Il protagonista, Arthur Fleck, si barcamena nel tentativo di essere un comico, identità che si istituisce da bambino in seno alle parole materne “put on a happy face” e si alimenta grazie dall’idolo Franklin Murray, un comico e presentatore da cui Arthur spera di essere riconosciuto e invitato in trasmissione. Il protagonista vive in una condizione di precarietà socio-economica assieme alla madre vecchia e malata, nelle periferie di una Ghotam in degrado. È affetto da una patologia psichiatrica che, tra le altre cose, gli causa una risata involontaria che prende spesso il sopravvento. Le cose si complicano ulteriormente quando perde il misero lavoro da clown e tagliano i fondi ai servizi sociali che lo seguono. Anche la speranza di svelare l’identità del padre mai conosciuto si frantuma nello scoprire che si trattava di un delirio erotomaniacale della madre adottiva.
Sulla scia di questi e altri drammi si scatena la psicosi di Arthur Fleck, in una escalation di delirio e violenza. Figlio di nessuno e rimasto senza niente, il protagonista diviene lo scarto di una società che lo ha abbandonato, relegandone il malessere nel degrado della periferia. Joker rappresenta così il ritorno di un rimosso che scompagina la quiete della società borghese, il ritorno di una follia che non si lascia segregare. Arthur la vittima, l’oggetto scarto disprezzato dall’Altro, rammenda la sua esistenza attraverso Joker che, come accade spesso nella paranoia, trasforma quell’ideale che lo denigra (il presentatore Franklin Murray) in un persecutore da eliminare, passando da vittima a carnefice.
Come potrebbe suggerire Lacan, Joker diventa il sinthomo di Arthur, una supplenza che gli permette di farsi un nome attraverso cui ricucire un’esistenza divenuta altrimenti insostenibile. Allo stesso modo in cui il corpo di Joker è invaso da un godimento ingovernabile – la risata -, egli stesso si espande (e si moltiplica attraverso gli insorgenti con le maschere da clown) come spinta pulsionale ingovernabile dall’io-sociale (le forze dell’ordine che vengono sempre sopraffatte).

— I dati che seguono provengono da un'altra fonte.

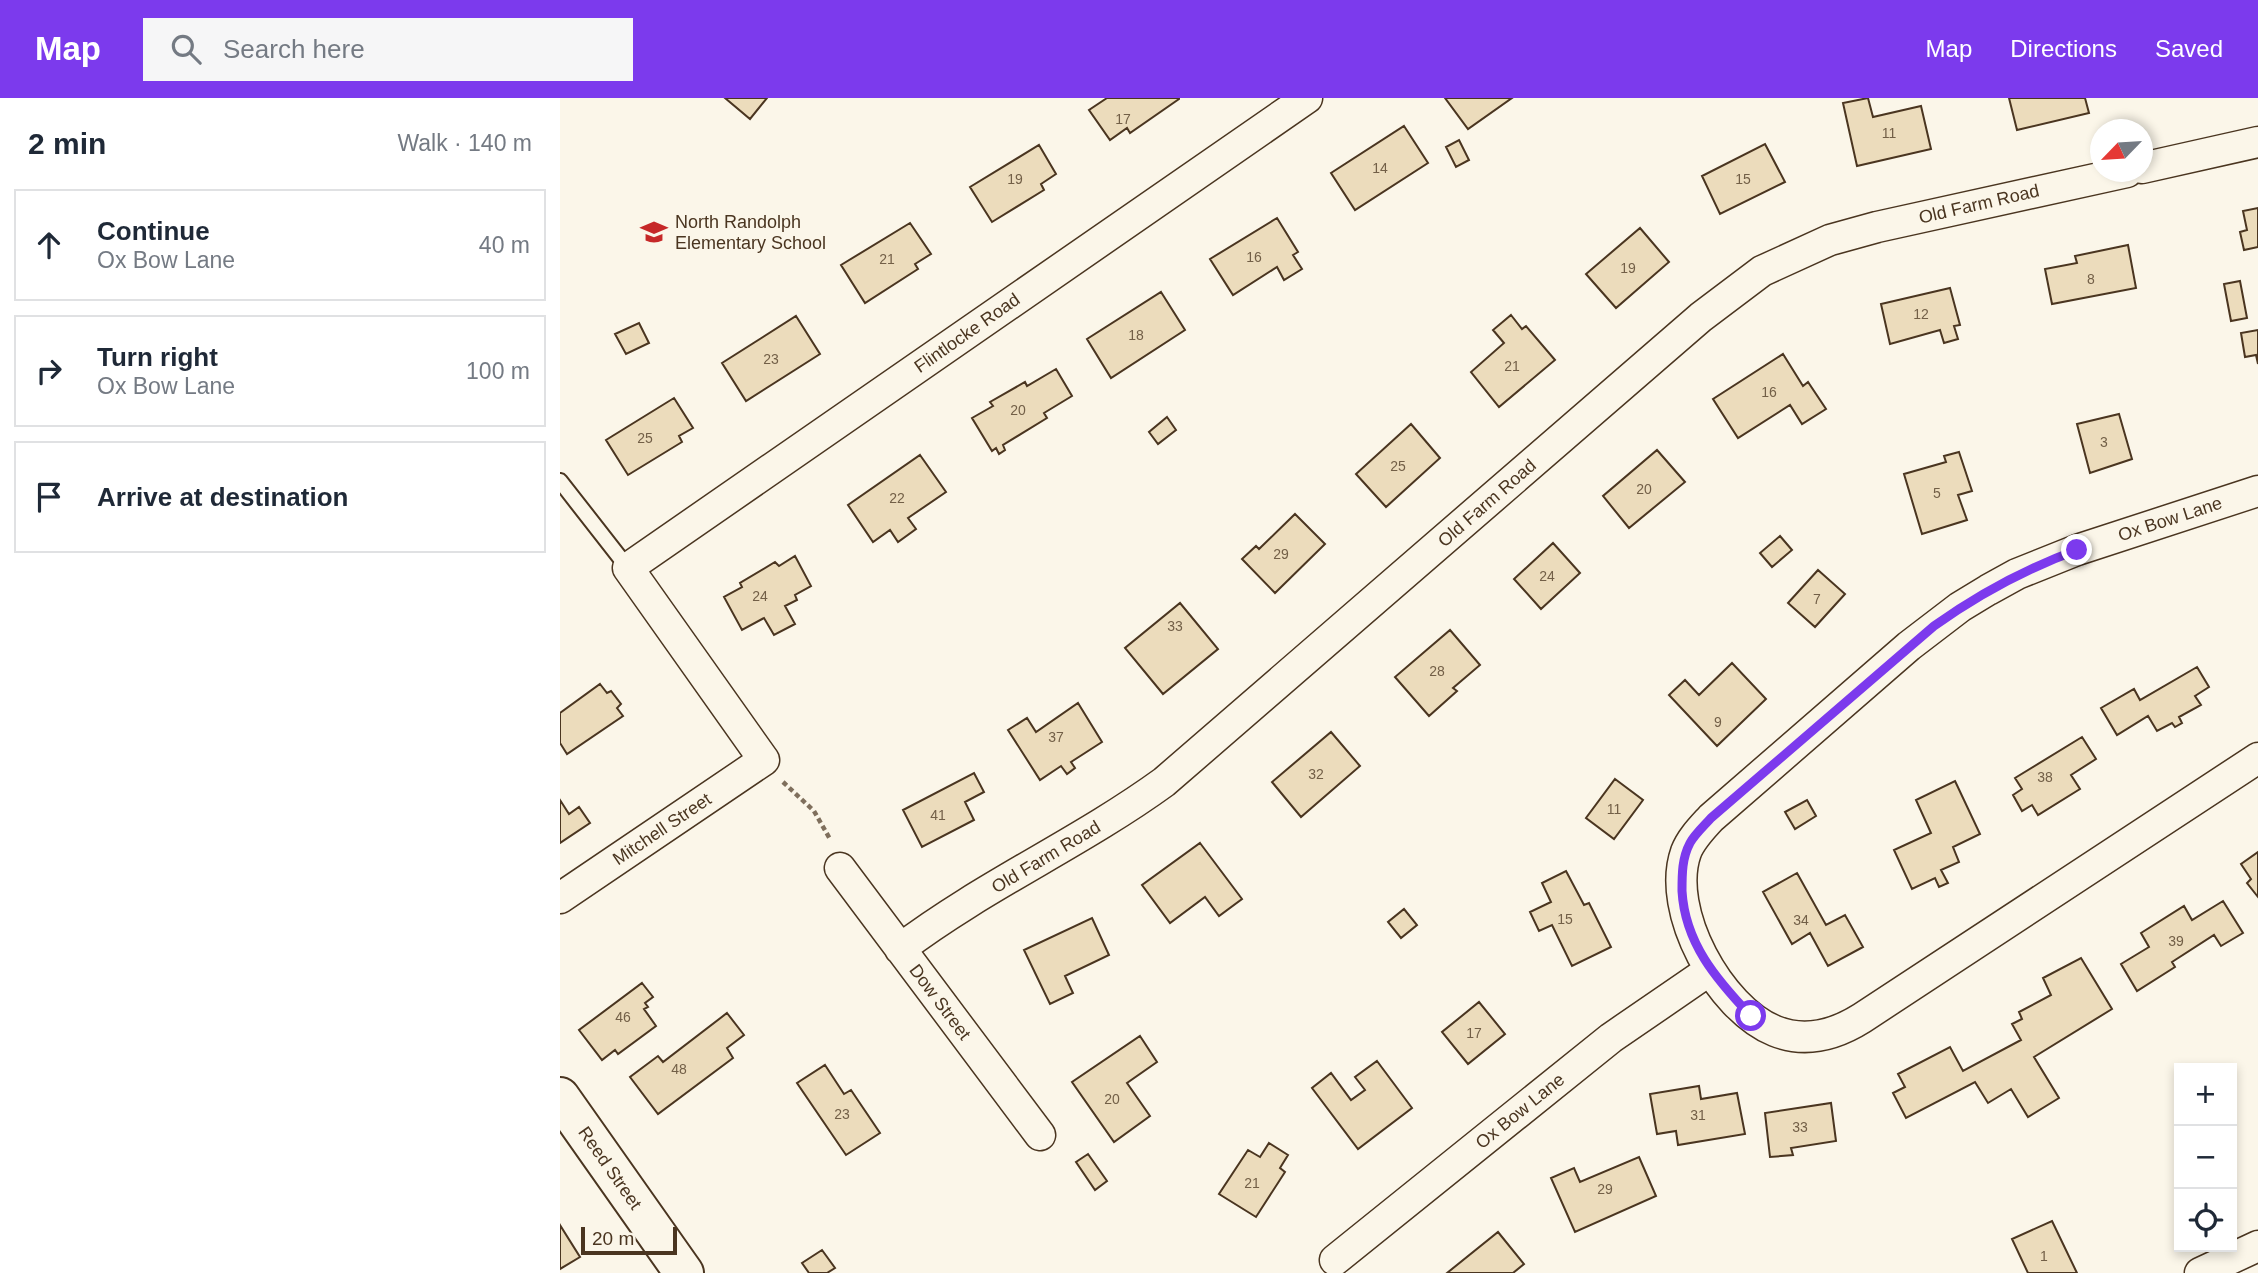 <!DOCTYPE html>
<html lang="en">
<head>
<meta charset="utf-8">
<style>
  :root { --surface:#fff; --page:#f6f6f7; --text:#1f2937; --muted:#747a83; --line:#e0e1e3; --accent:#7c3aed }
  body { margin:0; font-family:Arial,sans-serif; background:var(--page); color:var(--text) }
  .controls { position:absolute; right:21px; bottom:21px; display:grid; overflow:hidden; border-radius:0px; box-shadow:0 4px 10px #0003 }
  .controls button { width:63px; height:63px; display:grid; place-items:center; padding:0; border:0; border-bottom:2px solid var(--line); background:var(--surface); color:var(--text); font:35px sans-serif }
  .compass { position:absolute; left:1530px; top:21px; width:63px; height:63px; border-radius:50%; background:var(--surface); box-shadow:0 4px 10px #0003; rotate:245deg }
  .scale { position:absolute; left:21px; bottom:18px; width:96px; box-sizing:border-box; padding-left:7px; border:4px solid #4a3520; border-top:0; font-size:19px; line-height:24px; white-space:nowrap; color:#4a3520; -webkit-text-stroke:5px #fbf6e9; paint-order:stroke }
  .stop { position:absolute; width:21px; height:21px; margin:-16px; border:5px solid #7c3aed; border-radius:50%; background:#fff }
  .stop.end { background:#7c3aed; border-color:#fff; box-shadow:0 2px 7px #0008 }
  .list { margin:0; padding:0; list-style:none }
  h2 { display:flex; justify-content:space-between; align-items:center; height:91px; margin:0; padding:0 28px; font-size:30px }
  h2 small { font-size:23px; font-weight:400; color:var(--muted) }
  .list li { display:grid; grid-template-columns:46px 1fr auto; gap:21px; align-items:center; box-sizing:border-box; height:112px; margin:0 14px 14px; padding:0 14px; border:2px solid var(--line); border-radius:0px }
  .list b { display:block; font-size:26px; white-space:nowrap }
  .list p { margin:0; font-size:23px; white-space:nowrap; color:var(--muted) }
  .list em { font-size:23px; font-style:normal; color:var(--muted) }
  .icon { flex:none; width:38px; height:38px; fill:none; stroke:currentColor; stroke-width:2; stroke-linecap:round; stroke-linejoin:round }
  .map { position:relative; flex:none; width:1698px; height:1175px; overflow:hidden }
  header { display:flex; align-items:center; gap:42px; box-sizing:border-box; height:98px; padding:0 35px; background:var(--accent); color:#fff }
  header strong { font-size:33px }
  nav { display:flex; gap:38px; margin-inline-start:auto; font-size:24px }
  .search { width:490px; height:63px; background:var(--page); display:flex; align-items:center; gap:18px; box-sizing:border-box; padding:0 24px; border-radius:0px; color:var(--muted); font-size:26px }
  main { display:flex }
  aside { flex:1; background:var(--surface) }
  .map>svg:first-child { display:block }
  .building { fill:#ecdcbc; stroke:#4a3520; stroke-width:2 }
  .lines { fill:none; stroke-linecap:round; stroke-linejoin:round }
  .service-casing { stroke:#4a3520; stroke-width:18 }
  .minor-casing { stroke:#4a3520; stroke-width:33 }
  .secondary-casing { stroke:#4a3520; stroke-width:42 }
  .path { stroke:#7f6f5c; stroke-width:4.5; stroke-dasharray:5 3.5; stroke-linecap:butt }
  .service { stroke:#fbf6e9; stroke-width:14 }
  .minor { stroke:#fbf6e9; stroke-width:30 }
  .secondary { stroke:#fbf6e9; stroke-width:38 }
  .route { stroke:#7c3aed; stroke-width:9 }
  .labels { text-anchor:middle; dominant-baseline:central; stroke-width:5; stroke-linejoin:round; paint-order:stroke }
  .number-label { font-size:14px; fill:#725f47 }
  .street-label { font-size:18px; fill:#4a3520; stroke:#fbf6e9 }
  .poi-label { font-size:18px; fill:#4a3520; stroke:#fbf6e9; text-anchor:start }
</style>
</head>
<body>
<header>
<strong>Map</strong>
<div class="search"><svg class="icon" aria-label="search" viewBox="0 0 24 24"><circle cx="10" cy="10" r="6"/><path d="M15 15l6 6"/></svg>Search here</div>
<nav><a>Map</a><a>Directions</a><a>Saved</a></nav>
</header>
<main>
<aside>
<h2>2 min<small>Walk · 140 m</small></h2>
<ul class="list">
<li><svg class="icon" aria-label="ahead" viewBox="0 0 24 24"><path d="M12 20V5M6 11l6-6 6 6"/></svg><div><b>Continue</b><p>Ox Bow Lane</p></div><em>40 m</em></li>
<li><svg class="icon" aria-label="right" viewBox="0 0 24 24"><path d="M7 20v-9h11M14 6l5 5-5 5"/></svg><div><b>Turn right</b><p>Ox Bow Lane</p></div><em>100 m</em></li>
<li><svg class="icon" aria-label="arrive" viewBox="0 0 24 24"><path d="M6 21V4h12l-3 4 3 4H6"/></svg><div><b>Arrive at destination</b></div></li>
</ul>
</aside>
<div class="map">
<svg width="1698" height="1175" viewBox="0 0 1698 1175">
  <rect width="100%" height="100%" fill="#fbf6e9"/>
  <path class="building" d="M165,0H207L190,21Z
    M547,0H619V1L570,35L567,30L550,42L529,12Z
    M885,0H952L908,31Z
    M1308,0L1313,19L1361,8L1371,51L1297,68L1283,5Z
    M1449,0H1525L1529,15L1457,32Z
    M844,28L868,65L795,112L771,75Z
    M899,42L909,62L896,69L886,49Z
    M1205,46L1225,84L1160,116L1142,78Z
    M479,47L496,76L481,86L484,92L432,124L410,89Z
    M1698,110V149L1684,152L1680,134L1687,132L1683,113Z
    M717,120L738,154L733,157L742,171L724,182L717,169L673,197L650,161Z
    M350,125L371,156L355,166L358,171L305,205L281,167Z
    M1080,130L1109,164L1056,210L1026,176Z
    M1568,147L1576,190L1492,206L1485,171L1517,165L1515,158Z
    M1680,183L1687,220L1671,223L1664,186Z
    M1390,190L1400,227L1394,228L1398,241L1384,245L1380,232L1330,246L1321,206Z
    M601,194L625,232L551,280L527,241Z
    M951,217L962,231L966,228L995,262L939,309L911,274L944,245L933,232Z
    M236,218L260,256L186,303L162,265Z
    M79,225L89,245L66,256L55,236Z
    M1698,232V266L1696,257L1685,259L1681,235Z
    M1223,256L1243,288L1248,284L1266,311L1242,326L1230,307L1178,340L1153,301Z
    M496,271L512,298L484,315L487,320L443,347L445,352L439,356L436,350L432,353L412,320L433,308L430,304L465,284L467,288Z
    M114,300L133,330L119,338L122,344L68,377L46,342Z
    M1559,316L1572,361L1530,375L1517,326Z
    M607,319L616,332L598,346L589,334Z
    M851,326L880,360L826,409L796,376Z
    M1097,352L1125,384L1069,430L1043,398Z
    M1399,354L1412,393L1398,397L1407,422L1362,436L1344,376L1386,364L1384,358Z
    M360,357L386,394L348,420L356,431L338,444L330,432L313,444L288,407Z
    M735,416L765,446L715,495L682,461L696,448L699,451Z
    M1220,438L1232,452L1212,469L1200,455Z
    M993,445L1020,475L981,511L954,481Z
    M235,458L251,488L235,497L237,502L225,508L235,526L214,537L204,520L182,532L164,499L182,489L180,485L215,464L219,468Z
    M1258,472L1285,496L1255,529L1228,505Z
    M620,505L658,551L603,596L565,550Z
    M890,532L920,567L893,590L897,593L869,618L835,579Z
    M1172,565L1206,601L1157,648L1109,597L1125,582L1139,597Z
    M1637,569L1649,589L1635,598L1641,607L1619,619L1622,625L1615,629L1612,625L1597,633L1588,618L1557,637L1541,610L1574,591L1580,602Z
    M40,586L47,595L51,593L61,606L57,610L63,618L7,656L0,645V615Z
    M518,605L542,644L511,664L515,670L507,676L501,668L480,682L448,632L467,620L476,634Z
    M771,634L800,668L741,719L712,684Z
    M1522,639L1536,661L1511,677L1520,691L1478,717L1472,707L1462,713L1453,697L1462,691L1455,680Z
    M414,675L424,694L405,704L414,722L362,749L343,712Z
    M1055,681L1083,702L1054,741L1026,720Z
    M1395,683L1420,736L1393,749L1399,764L1381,772L1388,785L1379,789L1375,780L1352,791L1334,752L1371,735L1356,702Z
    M0,702L9,716L19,709L30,725L0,745Z
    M1247,702L1256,718L1235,731L1225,714Z
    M640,745L682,801L659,818L645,799L610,825L582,787Z
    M1698,754V799L1687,785L1691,781L1681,766Z
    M1006,773L1024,807L1029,805L1051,849L1012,868L992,827L979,833L970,814L991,804L982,785Z
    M1237,775L1266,827L1285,817L1303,849L1268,868L1250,835L1232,846L1203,794Z
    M1663,803L1683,835L1661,848L1654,837L1612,864L1615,869L1577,893L1561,866L1589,849L1581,835L1624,808L1632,822Z
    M844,811L857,827L841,840L828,824Z
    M532,820L549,857L505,878L513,895L490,906L464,852Z
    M1521,860L1552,911L1474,959L1499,1000L1468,1019L1451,991L1428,1005L1415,984L1346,1020L1333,995L1345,989L1338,976L1390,949L1403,973L1461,942L1452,926L1462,921L1459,914L1491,897L1483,880Z
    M82,885L93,899L85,905L88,909L84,911L96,928L58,956L55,952L42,962L19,932Z
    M919,904L945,936L908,966L882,934Z
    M167,915L184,937L167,950L173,960L98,1016L70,979L98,958L103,964Z
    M580,938L597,964L567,985L590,1018L554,1044L512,984Z
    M817,963L852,1010L798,1051L752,990L771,975L791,1002L805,992L795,979Z
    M265,967L284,996L291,992L320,1035L286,1057L237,985Z
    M1139,988L1141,1001L1177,995L1185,1036L1118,1047L1116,1033L1097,1036L1090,996Z
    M1271,1005L1276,1043L1231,1050L1233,1057L1210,1059L1205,1015Z
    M709,1045L728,1057L720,1070L725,1074L696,1119L659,1096L688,1052L700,1059Z
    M528,1056L547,1083L535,1092L516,1064Z
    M1079,1059L1096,1098L1015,1134L991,1080L1014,1070L1020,1084Z
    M1492,1123L1517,1175H1468L1452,1141Z
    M0,1127L20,1159L0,1171Z
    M938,1134L964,1166L953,1175H887Z
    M262,1152L275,1170L267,1175H249L242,1165Z"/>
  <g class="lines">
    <defs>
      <path id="service" d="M0,383L68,470"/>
      <path id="minor" d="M1582,70L1698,44
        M1698,393L1517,452L1457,476L1428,492L1400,509L1349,548L1151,720C1141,731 1131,741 1126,754C1105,813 1160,911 1215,933C1245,945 1275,937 1302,920L1698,660
        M280,770L480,1037
        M0,800L204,662L68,470L747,0
        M340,851C423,788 520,745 604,684L1141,219L1202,173L1270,142L1317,129L1567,74
        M775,1162L1051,940L1150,872
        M1640,1175L1698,1148"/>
      <path id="secondary" d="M0,999L124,1175"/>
    </defs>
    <use href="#service" class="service-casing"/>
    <use href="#minor" class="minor-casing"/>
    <use href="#secondary" class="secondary-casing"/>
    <path class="path" d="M223,684L254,713L270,741"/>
    <use href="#service" class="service"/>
    <use href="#minor" class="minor"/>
    <use href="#secondary" class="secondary"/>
  </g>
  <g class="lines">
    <path class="route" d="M1191,918C1156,881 1125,845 1122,793C1122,776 1122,760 1130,745C1135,736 1144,728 1151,720L1374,528C1419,496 1465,471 1517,452"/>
  </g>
  <defs>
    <symbol id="school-bare" viewBox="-9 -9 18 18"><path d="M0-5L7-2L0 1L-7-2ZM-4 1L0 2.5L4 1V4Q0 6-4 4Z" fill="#c62828" stroke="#fbf6e9" stroke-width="2.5" paint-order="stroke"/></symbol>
  </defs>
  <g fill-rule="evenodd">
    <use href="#school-bare" x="75" y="115" width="38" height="38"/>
  </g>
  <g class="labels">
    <g class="number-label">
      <text x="563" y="21">17</text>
      <text x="1329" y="35">11</text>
      <text x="820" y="70">14</text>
      <text x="455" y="81">19</text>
      <text x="1183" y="81">15</text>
      <text x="694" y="159">16</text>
      <text x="327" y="161">21</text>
      <text x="1068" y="170">19</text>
      <text x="1531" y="181">8</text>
      <text x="1361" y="216">12</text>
      <text x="576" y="237">18</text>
      <text x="211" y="261">23</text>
      <text x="952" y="268">21</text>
      <text x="1209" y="294">16</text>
      <text x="458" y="312">20</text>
      <text x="85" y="340">25</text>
      <text x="1544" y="344">3</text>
      <text x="838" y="368">25</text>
      <text x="1084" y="391">20</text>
      <text x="1377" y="395">5</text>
      <text x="337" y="400">22</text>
      <text x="721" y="456">29</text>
      <text x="987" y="478">24</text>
      <text x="200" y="498">24</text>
      <text x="1257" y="501">7</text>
      <text x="615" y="528">33</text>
      <text x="877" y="573">28</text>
      <text x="1158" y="624">9</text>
      <text x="496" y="639">37</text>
      <text x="756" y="676">32</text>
      <text x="1485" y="679">38</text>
      <text x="1054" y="711">11</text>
      <text x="378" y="717">41</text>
      <text x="1005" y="821">15</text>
      <text x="1241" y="822">34</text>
      <text x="1616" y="843">39</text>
      <text x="63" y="919">46</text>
      <text x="914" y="935">17</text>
      <text x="119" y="971">48</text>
      <text x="552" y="1001">20</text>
      <text x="282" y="1016">23</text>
      <text x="1138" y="1017">31</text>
      <text x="1240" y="1029">33</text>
      <text x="692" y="1085">21</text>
      <text x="1045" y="1091">29</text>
      <text x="1484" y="1158">1</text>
    </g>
    <g class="street-label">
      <text transform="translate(1419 106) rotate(-13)">Old Farm Road</text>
      <text transform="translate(407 235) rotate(-35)">Flintlocke Road</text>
      <text transform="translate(927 405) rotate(-41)">Old Farm Road</text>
      <text transform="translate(1610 421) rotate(-18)">Ox Bow Lane</text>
      <text transform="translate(102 731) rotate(-34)">Mitchell Street</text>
      <text transform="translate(486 759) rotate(-31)">Old Farm Road</text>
      <text transform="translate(380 904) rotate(53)">Dow Street</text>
      <text transform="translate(960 1013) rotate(-39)">Ox Bow Lane</text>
      <text transform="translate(50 1070) rotate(55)">Reed Street</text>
    </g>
    <g class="poi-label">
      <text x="115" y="124">North Randolph<tspan x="115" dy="21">Elementary School</tspan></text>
    </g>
  </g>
</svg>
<div class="controls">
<button>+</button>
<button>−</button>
<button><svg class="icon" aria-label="locate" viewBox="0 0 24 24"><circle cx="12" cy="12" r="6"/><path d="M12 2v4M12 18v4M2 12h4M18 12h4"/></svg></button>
</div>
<svg class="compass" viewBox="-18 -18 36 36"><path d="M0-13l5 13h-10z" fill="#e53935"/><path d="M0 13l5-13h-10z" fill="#747a83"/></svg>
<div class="scale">20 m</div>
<div class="stop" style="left:1191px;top:918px"></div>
<div class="stop end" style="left:1517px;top:452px"></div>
</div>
</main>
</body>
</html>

Così la pulsione diventa un treno carico di insorgenti che dalla clandestinità della periferia punta verso i grattacieli dal centro città per creare il caos. Tutto ciò mostra ancora una volta come l’io-forza-di-volontà non sia padrone del proprio corpo, come la questione della pulsione non sia il governo, ma semmai la forma e l’oggetto attraverso cui si soddisfa.

A un certo punto, a fare da contraltare è la figura del giovanissimo Bruce Wayne, che assiste all’assassinio dei suoi genitori e dal cui trauma, attraverso un percorso resiliente, diverrà Batman. Dunque due traumi, quelli di Arthur e quello di Bruce, che hanno prodotto due soggetti molto diversi, Joker e Batman. Cos’ha permesso due soggettivazioni così differenti della sofferenza? Cosa ne sarebbe stato di Joker se il suo Altro-sociale non ne avesse fatto di lui uno scarto? Il Joker di Todd provoca la coscienza collettiva su chi si identifica come il nemico, l’altro immaginario da tenere segregato nelle periferie del mondo e del cui corpo temiamo un’invasione pulsionale che creerebbe il caos nella quiete borghese delle nostre vite.